▸ **INSTRUCTIONS TO FOLLOW**:
Set each line of the material below down word for word, from the first through the line that holds "position:absolute; right:15px; top:15px;", but not the pictures.

▸ **EXTRACTED INFORMATION**:
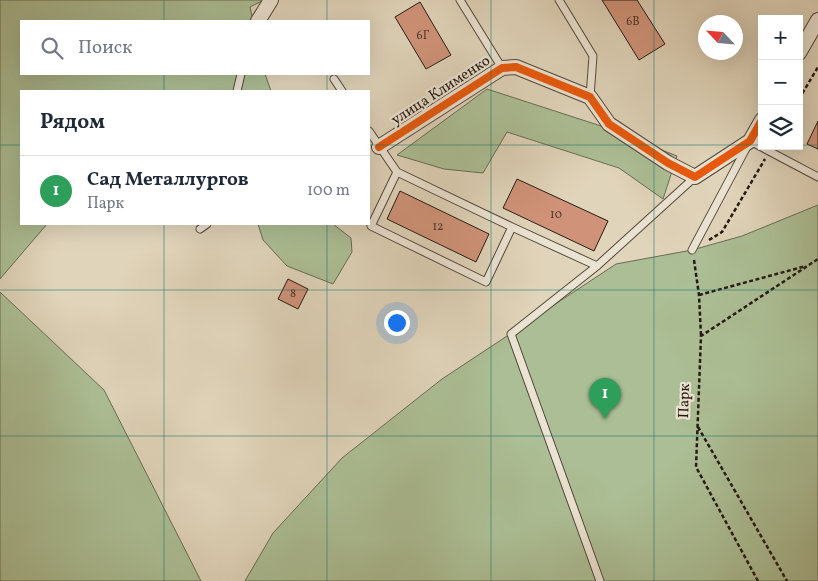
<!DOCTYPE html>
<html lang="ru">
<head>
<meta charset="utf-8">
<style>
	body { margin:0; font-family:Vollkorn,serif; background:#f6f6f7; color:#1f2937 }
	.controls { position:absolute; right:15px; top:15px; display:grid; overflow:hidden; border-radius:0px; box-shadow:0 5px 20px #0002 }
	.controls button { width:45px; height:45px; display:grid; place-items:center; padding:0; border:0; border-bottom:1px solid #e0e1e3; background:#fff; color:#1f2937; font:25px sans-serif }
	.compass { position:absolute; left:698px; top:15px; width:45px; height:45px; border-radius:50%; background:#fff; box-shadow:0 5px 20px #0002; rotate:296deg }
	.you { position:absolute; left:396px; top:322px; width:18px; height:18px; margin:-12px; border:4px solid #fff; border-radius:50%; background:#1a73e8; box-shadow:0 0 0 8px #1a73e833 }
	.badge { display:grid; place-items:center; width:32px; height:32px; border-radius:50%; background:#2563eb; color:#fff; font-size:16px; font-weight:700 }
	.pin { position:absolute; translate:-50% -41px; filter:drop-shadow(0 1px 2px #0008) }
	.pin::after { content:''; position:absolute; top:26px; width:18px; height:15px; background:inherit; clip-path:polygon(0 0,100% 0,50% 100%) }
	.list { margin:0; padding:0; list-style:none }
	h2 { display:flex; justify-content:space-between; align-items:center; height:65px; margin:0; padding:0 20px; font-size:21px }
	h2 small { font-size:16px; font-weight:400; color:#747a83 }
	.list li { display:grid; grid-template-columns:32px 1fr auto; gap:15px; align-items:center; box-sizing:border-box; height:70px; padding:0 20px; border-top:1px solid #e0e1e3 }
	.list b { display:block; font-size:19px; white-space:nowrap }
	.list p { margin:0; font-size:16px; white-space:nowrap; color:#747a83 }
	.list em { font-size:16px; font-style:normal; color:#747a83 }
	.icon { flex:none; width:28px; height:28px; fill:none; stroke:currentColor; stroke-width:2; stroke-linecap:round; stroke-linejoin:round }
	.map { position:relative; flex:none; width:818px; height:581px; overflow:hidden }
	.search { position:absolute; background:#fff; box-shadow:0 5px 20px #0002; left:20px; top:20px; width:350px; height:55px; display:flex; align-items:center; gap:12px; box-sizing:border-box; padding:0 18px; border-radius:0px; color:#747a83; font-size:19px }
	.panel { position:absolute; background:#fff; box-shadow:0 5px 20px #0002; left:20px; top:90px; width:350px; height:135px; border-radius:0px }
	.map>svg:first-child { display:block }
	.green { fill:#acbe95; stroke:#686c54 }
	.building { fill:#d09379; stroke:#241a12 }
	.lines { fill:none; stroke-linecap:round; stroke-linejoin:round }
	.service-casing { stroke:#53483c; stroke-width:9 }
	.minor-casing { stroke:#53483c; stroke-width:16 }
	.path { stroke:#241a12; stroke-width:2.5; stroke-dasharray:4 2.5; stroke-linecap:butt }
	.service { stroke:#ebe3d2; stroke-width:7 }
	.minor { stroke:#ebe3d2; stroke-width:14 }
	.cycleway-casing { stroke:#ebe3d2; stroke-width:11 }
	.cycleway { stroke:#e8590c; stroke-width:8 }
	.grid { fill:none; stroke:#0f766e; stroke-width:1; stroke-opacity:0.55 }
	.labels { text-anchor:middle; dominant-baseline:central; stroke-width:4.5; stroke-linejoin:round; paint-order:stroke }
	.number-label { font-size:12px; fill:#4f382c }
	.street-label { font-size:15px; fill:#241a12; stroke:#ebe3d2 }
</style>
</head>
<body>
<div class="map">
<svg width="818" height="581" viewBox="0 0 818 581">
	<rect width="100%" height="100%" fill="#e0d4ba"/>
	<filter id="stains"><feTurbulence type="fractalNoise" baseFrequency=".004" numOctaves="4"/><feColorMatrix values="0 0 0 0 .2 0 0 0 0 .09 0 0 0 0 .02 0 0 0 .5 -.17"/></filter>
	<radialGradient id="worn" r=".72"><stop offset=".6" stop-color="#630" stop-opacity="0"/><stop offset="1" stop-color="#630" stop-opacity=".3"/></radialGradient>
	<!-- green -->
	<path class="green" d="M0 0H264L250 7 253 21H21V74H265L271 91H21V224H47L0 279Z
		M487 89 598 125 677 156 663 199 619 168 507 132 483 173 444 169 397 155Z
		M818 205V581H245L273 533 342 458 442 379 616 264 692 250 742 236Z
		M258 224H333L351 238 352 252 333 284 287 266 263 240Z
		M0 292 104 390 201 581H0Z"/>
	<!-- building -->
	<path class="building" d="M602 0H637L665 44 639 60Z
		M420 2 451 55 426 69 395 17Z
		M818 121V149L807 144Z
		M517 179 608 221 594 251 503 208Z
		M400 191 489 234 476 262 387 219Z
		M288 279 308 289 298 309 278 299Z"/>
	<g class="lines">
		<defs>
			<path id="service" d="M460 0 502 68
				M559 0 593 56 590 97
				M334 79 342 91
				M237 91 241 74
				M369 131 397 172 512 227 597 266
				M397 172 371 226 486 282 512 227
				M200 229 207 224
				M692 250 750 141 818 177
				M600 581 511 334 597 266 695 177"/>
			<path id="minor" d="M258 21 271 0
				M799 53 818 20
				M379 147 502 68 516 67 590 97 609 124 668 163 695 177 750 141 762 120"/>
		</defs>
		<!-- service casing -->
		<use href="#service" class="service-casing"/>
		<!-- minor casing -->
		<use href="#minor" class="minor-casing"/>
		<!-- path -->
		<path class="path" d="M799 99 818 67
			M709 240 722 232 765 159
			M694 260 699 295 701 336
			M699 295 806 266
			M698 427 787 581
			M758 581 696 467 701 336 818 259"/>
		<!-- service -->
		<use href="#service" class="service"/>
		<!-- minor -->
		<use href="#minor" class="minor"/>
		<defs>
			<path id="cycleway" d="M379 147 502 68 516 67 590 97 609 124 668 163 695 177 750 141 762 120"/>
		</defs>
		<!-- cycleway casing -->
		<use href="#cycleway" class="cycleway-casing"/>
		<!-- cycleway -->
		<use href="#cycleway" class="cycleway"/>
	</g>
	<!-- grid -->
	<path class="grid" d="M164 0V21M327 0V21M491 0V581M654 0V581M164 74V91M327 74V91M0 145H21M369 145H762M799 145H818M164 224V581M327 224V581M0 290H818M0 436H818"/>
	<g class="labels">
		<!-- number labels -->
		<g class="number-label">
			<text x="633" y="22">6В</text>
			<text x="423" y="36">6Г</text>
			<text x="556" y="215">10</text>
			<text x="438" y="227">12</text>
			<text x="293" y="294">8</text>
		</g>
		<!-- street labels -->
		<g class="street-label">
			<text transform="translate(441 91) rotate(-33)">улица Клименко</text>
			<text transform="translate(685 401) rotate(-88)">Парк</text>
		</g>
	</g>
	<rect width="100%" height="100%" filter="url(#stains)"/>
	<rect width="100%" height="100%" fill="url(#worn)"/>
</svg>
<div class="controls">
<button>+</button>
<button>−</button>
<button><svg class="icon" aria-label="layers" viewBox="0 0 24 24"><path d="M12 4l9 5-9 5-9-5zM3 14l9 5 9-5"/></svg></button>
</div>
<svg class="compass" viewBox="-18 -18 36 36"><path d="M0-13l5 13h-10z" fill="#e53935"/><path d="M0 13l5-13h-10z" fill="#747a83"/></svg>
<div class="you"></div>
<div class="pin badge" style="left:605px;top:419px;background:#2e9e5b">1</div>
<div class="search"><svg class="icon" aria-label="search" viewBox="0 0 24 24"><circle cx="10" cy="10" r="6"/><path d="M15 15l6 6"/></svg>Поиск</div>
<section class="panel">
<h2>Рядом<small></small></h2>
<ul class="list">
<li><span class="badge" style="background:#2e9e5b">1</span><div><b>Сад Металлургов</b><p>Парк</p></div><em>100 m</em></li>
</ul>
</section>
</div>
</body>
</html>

▸ **ANSWER SPACE**:
<!DOCTYPE html>
<html lang="ru">
<head>
<meta charset="utf-8">
<style>
	body { margin:0; font-family:Vollkorn,serif; background:#f6f6f7; color:#1f2937 }
	.controls { position:absolute; right:15px; top:15px; display:grid; overflow:hidden; border-radius:0px; box-shadow:0 5px 20px #0002 }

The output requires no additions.